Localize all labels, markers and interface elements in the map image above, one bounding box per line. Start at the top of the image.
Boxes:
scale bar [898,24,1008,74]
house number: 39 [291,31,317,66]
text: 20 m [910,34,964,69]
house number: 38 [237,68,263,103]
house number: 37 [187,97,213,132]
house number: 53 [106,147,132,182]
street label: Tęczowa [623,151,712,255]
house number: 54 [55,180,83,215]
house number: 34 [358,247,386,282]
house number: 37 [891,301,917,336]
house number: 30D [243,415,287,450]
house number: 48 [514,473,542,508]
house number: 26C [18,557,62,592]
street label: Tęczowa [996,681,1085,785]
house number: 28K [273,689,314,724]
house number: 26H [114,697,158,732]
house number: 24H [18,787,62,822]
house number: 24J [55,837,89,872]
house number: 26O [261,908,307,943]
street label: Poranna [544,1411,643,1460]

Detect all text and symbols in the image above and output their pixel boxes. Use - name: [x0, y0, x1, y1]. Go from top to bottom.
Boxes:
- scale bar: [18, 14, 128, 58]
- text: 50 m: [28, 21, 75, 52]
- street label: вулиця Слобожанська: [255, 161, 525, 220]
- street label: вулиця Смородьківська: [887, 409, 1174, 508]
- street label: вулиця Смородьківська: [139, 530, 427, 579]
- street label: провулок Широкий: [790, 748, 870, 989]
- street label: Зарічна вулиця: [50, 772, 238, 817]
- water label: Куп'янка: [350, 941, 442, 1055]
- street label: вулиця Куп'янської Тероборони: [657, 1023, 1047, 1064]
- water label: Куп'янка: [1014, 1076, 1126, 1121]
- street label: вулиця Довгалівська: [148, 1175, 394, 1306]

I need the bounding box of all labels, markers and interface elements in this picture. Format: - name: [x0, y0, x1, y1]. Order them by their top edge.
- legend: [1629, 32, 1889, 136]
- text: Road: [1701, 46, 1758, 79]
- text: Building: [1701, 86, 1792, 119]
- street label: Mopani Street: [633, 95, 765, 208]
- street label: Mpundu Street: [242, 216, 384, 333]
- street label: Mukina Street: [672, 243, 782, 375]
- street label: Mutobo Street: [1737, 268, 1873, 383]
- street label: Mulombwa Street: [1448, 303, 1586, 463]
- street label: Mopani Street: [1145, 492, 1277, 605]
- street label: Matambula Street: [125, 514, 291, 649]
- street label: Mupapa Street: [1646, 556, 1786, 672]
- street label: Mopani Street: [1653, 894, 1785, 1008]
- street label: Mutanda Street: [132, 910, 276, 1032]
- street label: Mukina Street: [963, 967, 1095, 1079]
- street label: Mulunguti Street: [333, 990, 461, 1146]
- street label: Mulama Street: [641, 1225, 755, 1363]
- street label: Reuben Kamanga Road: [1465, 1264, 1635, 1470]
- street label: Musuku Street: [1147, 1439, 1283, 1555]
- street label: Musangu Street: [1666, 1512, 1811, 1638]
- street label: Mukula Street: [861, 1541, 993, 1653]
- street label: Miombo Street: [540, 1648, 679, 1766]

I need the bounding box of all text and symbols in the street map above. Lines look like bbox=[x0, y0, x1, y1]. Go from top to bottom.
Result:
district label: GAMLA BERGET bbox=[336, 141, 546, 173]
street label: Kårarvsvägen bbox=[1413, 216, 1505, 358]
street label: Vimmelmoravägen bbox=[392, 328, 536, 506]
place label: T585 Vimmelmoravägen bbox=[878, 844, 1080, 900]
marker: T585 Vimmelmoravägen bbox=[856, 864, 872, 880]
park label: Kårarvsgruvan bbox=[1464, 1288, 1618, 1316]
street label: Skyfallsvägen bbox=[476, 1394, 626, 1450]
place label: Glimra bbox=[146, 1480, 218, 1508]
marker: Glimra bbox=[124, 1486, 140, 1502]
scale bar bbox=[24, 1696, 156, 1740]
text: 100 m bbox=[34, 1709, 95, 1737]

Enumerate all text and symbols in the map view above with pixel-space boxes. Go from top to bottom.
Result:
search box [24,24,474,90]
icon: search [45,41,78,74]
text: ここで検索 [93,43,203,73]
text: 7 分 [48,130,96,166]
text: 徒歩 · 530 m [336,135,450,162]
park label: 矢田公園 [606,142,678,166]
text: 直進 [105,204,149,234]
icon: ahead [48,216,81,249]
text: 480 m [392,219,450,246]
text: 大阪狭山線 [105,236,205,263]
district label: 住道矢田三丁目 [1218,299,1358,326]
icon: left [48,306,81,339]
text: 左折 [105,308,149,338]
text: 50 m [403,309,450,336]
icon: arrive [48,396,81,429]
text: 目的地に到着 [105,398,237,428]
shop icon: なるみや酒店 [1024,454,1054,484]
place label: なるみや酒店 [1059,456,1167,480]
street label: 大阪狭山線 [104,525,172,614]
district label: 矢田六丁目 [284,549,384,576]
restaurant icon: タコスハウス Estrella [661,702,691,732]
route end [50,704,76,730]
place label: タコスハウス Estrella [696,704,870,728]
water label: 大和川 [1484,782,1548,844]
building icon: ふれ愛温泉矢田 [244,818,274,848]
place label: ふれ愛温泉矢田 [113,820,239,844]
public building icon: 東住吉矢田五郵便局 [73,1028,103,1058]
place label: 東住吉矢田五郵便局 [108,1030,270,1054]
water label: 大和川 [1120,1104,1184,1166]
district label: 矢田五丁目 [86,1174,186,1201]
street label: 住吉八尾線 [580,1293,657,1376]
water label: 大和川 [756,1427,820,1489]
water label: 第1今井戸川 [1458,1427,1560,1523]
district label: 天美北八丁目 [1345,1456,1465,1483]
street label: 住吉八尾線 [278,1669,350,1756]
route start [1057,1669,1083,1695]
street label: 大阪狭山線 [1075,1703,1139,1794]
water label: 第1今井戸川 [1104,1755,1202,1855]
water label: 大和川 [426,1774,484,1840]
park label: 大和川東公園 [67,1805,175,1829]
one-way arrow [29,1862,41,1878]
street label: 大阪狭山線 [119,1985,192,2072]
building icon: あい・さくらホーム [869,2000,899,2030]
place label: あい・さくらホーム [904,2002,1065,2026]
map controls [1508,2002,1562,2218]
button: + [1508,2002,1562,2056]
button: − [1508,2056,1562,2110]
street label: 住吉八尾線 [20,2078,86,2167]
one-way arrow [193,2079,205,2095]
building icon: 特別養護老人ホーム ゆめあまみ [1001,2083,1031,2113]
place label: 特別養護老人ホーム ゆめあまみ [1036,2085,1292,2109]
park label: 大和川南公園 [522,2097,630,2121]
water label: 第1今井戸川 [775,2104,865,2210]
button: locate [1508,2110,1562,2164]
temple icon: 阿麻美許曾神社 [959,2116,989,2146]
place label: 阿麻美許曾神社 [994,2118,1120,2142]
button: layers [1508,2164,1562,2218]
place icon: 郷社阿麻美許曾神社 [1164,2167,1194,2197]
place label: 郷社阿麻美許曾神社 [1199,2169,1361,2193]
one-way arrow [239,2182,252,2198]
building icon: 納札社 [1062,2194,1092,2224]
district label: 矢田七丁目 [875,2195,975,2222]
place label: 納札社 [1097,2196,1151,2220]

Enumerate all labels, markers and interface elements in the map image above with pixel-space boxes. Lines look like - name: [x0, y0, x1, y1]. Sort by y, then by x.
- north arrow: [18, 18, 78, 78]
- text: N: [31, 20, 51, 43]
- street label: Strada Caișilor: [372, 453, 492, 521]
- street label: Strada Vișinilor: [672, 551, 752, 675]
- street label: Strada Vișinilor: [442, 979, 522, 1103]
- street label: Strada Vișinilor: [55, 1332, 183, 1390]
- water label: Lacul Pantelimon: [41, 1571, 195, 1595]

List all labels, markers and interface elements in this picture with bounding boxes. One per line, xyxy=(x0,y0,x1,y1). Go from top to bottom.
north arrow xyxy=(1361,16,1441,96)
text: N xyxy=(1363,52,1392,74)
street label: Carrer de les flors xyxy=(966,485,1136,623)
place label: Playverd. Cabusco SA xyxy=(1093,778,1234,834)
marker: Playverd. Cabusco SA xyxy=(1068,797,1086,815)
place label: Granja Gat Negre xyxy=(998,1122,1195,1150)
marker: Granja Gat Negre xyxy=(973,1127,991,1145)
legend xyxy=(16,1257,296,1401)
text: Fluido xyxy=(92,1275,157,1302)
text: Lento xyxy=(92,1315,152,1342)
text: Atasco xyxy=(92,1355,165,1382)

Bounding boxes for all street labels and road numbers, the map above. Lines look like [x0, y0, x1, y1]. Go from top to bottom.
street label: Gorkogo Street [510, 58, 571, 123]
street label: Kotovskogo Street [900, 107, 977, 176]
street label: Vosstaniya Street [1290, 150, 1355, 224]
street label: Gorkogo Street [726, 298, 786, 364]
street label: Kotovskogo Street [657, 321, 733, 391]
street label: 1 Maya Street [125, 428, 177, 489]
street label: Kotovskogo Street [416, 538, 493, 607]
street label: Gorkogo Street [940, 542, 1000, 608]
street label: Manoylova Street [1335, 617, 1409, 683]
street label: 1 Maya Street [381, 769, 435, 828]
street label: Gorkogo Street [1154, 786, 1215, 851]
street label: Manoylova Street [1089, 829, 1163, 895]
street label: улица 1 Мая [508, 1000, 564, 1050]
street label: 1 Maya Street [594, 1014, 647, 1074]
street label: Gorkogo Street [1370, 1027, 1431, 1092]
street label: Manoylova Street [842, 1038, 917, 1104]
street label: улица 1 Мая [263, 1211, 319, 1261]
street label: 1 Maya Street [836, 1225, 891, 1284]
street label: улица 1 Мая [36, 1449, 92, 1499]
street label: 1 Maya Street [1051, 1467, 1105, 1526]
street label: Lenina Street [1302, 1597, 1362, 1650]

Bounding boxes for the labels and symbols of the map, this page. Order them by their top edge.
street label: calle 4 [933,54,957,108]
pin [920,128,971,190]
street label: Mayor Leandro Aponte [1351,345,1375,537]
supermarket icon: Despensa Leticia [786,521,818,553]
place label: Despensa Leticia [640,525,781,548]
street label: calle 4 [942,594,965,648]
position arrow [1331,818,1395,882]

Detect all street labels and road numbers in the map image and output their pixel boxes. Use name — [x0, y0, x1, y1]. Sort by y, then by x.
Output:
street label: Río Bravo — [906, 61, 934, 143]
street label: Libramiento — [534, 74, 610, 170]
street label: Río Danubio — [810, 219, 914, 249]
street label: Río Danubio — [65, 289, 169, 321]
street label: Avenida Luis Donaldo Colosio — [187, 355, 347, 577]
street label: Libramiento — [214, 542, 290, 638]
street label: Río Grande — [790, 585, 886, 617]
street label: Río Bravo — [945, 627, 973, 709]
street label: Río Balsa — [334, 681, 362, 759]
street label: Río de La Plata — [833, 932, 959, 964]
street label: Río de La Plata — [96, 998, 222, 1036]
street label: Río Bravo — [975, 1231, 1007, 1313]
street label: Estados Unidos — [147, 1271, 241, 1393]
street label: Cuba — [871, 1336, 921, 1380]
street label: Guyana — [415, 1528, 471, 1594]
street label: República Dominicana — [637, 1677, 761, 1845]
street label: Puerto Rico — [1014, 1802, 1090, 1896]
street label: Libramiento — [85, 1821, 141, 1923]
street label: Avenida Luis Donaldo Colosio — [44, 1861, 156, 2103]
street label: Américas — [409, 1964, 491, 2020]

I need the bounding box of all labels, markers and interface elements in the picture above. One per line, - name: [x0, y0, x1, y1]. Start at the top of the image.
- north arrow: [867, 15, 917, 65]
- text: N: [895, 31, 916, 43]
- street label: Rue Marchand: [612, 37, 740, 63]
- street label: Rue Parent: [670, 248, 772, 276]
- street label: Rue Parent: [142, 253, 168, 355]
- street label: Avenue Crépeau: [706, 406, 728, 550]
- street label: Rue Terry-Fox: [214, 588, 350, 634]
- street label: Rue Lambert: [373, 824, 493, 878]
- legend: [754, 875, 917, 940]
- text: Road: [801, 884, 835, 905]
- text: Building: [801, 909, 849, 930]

------------------------------

Assigned task: How many lines of the listing above carry the string "Detect"? Report that number with no other text.

Output of the task: 2